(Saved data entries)
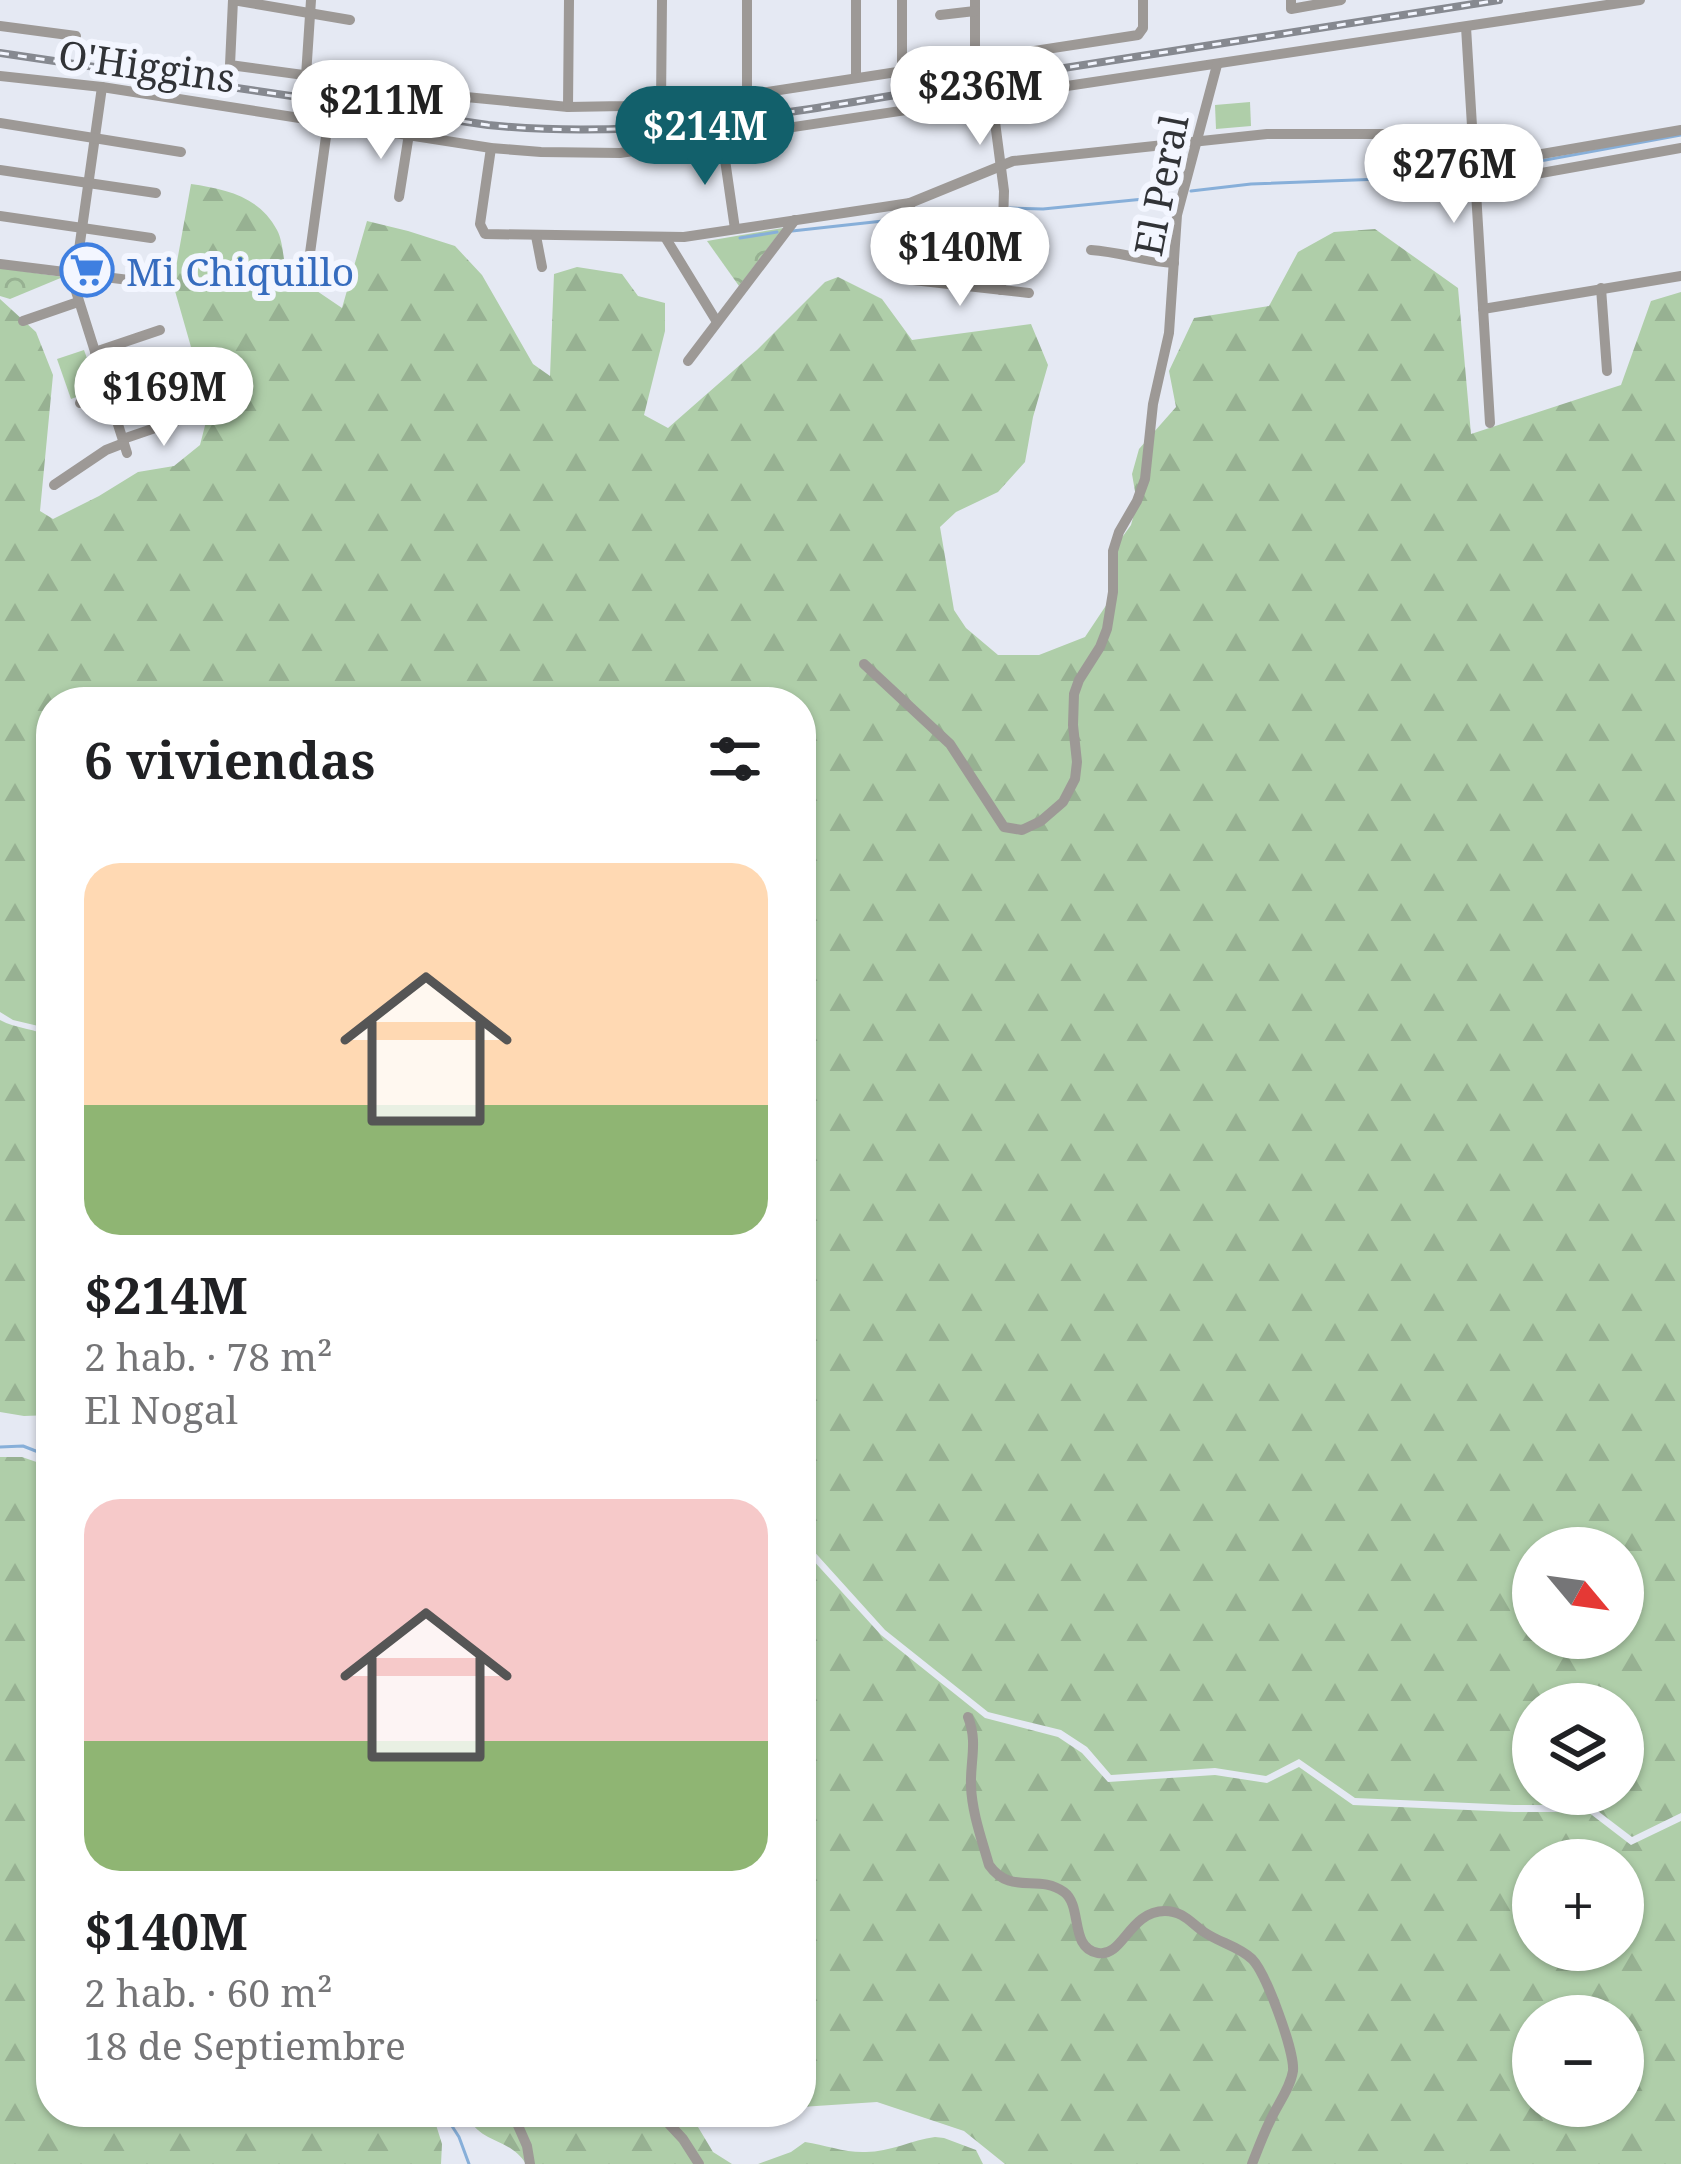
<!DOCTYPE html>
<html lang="es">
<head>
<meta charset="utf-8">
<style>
  :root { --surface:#fff; --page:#f2f2f2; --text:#202124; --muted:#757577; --accent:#12606b }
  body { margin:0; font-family:"Noto Serif",serif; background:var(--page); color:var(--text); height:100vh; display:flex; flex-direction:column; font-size:45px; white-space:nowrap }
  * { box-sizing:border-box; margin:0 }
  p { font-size:39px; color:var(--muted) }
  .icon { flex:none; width:66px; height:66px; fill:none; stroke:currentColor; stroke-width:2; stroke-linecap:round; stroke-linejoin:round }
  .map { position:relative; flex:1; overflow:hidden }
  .sheet { position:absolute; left:36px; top:687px; width:780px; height:1440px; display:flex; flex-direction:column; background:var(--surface); border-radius:48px; box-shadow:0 3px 9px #0004 }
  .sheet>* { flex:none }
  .needle { width:78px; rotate:119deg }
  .buttons { position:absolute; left:1512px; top:1527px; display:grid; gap:24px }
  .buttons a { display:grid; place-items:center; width:132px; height:132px; border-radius:50%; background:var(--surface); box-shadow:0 3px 9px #0004; font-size:60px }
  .price { position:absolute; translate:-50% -102px; padding:0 27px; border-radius:42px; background:#fff; color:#222; font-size:39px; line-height:78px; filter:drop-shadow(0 3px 6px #0008) }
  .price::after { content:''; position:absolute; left:50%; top:72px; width:36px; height:27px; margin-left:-18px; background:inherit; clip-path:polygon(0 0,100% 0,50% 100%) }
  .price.current { background:var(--accent); color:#fff }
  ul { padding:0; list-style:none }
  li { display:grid; align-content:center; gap:24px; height:636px; padding:0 48px }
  li span { display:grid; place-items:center; height:372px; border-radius:36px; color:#555 }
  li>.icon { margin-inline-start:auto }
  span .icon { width:216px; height:216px; fill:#fffc; stroke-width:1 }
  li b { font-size:51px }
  h2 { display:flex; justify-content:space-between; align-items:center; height:144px; padding:0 48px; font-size:51px }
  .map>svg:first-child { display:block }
</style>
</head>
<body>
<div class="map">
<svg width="1681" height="2164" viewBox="0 0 1681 2164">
  <defs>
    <pattern id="forest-firs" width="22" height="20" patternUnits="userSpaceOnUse" patternTransform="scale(3)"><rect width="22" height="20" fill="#afcea9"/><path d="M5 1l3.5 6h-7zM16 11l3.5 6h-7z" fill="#97b192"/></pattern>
    <pattern id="park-crowns" width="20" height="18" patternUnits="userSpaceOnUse" patternTransform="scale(3)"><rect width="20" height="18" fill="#afcea9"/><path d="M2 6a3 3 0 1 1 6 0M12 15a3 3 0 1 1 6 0" fill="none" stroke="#97b192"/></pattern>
  </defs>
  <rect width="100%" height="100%" fill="#e5e9f3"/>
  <g fill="#afcea9">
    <polygon points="1250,102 1251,126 1216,129 1215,105"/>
    <polygon points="84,350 98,389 71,399 57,359"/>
  </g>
  <g fill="url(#forest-firs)" fill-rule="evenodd">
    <path d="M191,184c34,5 68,12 86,46 6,11 6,28 9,40l56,38 25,-87 41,10 47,15 27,29 51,89 17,12 4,-102 23,-7 45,7 16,22 27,7v28l-21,84 24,13 89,-78 68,-68 13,-5 44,22 30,41 119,-16 17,41 -15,52 -8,45 -27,30 -42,20 -16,15 14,83 12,18 32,27h41l46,-18 26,-39 -1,-44 21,-29 6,-22 -5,-29 7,-25 37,-42 -7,-36 25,-53 75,-12 29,-54 36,-20 41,-3 83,59 13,146 150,-49 30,-84 30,-9v1521l-49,24 -42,-32h-76l-159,-7 -56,-39 -33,17 -51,-8 -104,7 -24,-28 -26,-17 -73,-18 -103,-82 -84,-93v-835h-750v327l-38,-9 -13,-8v-713l36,33 17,43 -13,136 13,8 46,-23 39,-24 36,-6 26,-21 9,-35 -36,-126zM1533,1548h90v90h-90zM1533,1704h90v90h-90z"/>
    <path d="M0,1020c16,9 36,8 51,18v377l-27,1 -24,-4z"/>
    <polygon points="0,1457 22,1457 51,1467 51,2112 302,2112 299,2119 327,2112 432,2112 442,2144 441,2164 0,2164"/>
    <path d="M801,1547l80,88 104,83 73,19 24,16 26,29 107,-7 52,8 32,-16 54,38 161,7h74l43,33 50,-24v343h-676l-41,-33 -87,-29 -76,5zM1533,1860h90v90h-90zM1533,2016h90v90h-90z"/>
    <path d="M466,2112h223l24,40 19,12h-206c-17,-28 -48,-19 -60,-52z"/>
    <path d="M935,2137l9,1 32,12 7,14h-225l33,-12 14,-10c20,3 41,11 61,10 24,0 46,-12 69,-15z"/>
  </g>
  <g fill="url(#park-crowns)">
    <polygon points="783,228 739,286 707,241"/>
    <polygon points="0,268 63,277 10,299 0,296"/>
  </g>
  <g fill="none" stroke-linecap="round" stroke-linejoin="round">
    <g stroke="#87afd9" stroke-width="3">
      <polyline points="1481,172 1681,135"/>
      <polyline points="1191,191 1251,184 1459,176"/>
      <polyline points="1010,208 1043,209 1164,197"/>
      <polyline points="916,218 994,209"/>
      <polyline points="792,231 892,220"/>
      <polyline points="740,238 777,232"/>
      <polyline points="0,1447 23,1446 51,1457"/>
      <polyline points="443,2112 459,2137 469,2164"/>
    </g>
    <g stroke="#9d9996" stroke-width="10">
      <polyline points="856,0 856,77"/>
      <polyline points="975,0 975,59"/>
      <polyline points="1291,0 1291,9 1341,0"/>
      <polyline points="940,15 975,11"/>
      <polyline points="350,20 233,0 230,65 466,97 568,107 624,106 747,95 1138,35 1143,28 1143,0"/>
      <polyline points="0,26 76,36"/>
      <polyline points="1466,27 1490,423"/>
      <polyline points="902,70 902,0"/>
      <polyline points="0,76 102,87 491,148 541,152 620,153 1640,0"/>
      <polyline points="306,76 311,0"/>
      <polyline points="102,87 74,285 127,453"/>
      <polyline points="747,95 747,0"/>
      <polyline points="992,99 1004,191 1001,290"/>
      <polyline points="661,104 662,0"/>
      <polyline points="568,107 569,0"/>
      <polyline points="328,122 310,253 314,265 333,282"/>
      <polyline points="0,123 181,152"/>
      <polyline points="722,139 735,229"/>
      <polyline points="491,148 480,224 485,234 684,237 910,203 1013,161 1267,134 1471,134"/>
      <polyline points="1473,166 1681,130"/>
      <polyline points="0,170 156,193"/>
      <polyline points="1474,185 1681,148"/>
      <polyline points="399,197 409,134"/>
      <polyline points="910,203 908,272 913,280 1029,293"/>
      <polyline points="0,216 151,238"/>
      <polyline points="957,219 1004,217"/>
      <polyline points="536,236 542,267"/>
      <polyline points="665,237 717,322"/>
      <path d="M1091,250c29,2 54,11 83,13"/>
      <polyline points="0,264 145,282"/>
      <polyline points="1601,288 1607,371"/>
      <polyline points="1483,309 1681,276"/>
      <polyline points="23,321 78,302"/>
      <polyline points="95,352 160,330"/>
      <polyline points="688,361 795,220"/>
      <polyline points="80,403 175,372"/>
      <polyline points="123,439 190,416"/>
      <polyline points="54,485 106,450 124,443"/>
      <polyline points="864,664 950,744 1004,827 1022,830 1041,821 1063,802 1075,779 1077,762 1073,725 1074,694 1079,680 1100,647 1107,629 1113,592 1113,551 1119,532 1137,501 1145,479 1153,404 1169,333 1177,215 1217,65"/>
      <path d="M968,1717c10,25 2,44 3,69 1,27 11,54 18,79 22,31 49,8 75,27 19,14 5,56 34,61 25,5 31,-42 67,-42 18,0 26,12 39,21 16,11 34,14 48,27 14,14 43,93 41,112 -3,18 -16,34 -23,50 -7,14 -12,28 -18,43"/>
      <polyline points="512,2112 527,2146 530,2164"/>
      <polyline points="658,2112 683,2139 699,2164"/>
    </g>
    <g stroke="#868990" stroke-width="8">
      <path id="rail" d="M0,53l488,72c165,17 318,-16 480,-42 177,-28 354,-55 531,-83"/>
    </g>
    <use href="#rail" stroke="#f3f6ff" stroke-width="3" stroke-dasharray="9" stroke-linecap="butt"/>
  </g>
  <defs>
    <g id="supermarket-ring" transform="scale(2.7)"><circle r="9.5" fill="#f3f6ff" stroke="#3f7fe0" stroke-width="1.5"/><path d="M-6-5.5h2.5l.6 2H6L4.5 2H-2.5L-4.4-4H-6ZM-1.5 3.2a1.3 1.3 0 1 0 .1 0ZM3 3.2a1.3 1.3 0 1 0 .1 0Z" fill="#3f7fe0"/></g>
  </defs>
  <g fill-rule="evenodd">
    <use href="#supermarket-ring" x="87" y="270"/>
  </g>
  <g text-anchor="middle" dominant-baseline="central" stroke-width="12" stroke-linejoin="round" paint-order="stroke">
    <g font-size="39" fill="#313337" stroke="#f3f6ff">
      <text transform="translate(147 65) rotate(8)">O'Higgins</text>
      <text transform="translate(1160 185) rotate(-79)">El Peral</text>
    </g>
    <g font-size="39" fill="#366cbe" stroke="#f3f6ff" text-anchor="start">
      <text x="126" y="270">Mi Chiquillo</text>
    </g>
  </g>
</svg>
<div class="buttons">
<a><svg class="needle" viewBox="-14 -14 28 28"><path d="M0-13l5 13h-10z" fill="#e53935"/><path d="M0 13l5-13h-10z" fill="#757577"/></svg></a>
<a><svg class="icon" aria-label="layers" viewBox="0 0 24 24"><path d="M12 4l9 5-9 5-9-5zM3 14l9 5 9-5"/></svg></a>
<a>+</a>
<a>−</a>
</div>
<b class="price" style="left:980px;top:148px">$236M</b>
<b class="price" style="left:381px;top:162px">$211M</b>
<b class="price current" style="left:705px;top:188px">$214M</b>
<b class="price" style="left:1454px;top:226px">$276M</b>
<b class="price" style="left:960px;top:309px">$140M</b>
<b class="price" style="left:164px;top:449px">$169M</b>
<section class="sheet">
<h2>6 viviendas<svg class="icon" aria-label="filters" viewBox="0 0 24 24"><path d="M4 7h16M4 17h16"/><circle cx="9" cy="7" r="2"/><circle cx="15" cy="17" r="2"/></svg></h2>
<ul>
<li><span style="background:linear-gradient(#ffd9b3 65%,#8fb573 0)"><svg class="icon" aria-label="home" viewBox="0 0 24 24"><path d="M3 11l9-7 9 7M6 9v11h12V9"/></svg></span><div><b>$214M</b><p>2 hab. · 78 m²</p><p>El Nogal</p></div></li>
<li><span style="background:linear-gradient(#f6c9c9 65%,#8fb573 0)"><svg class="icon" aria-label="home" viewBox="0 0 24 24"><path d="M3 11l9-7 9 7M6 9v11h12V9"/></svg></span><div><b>$140M</b><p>2 hab. · 60 m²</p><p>18 de Septiembre</p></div></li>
</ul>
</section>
</div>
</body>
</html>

• Exercise: The answer consists of the lines above that include the word "shadow", each copied exactly.

• Answer section:
  .sheet { position:absolute; left:36px; top:687px; width:780px; height:1440px; display:flex; flex-direction:column; background:var(--surface); border-radius:48px; box-shadow:0 3px 9px #0004 }
  .buttons a { display:grid; place-items:center; width:132px; height:132px; border-radius:50%; background:var(--surface); box-shadow:0 3px 9px #0004; font-size:60px }
  .price { position:absolute; translate:-50% -102px; padding:0 27px; border-radius:42px; background:#fff; color:#222; font-size:39px; line-height:78px; filter:drop-shadow(0 3px 6px #0008) }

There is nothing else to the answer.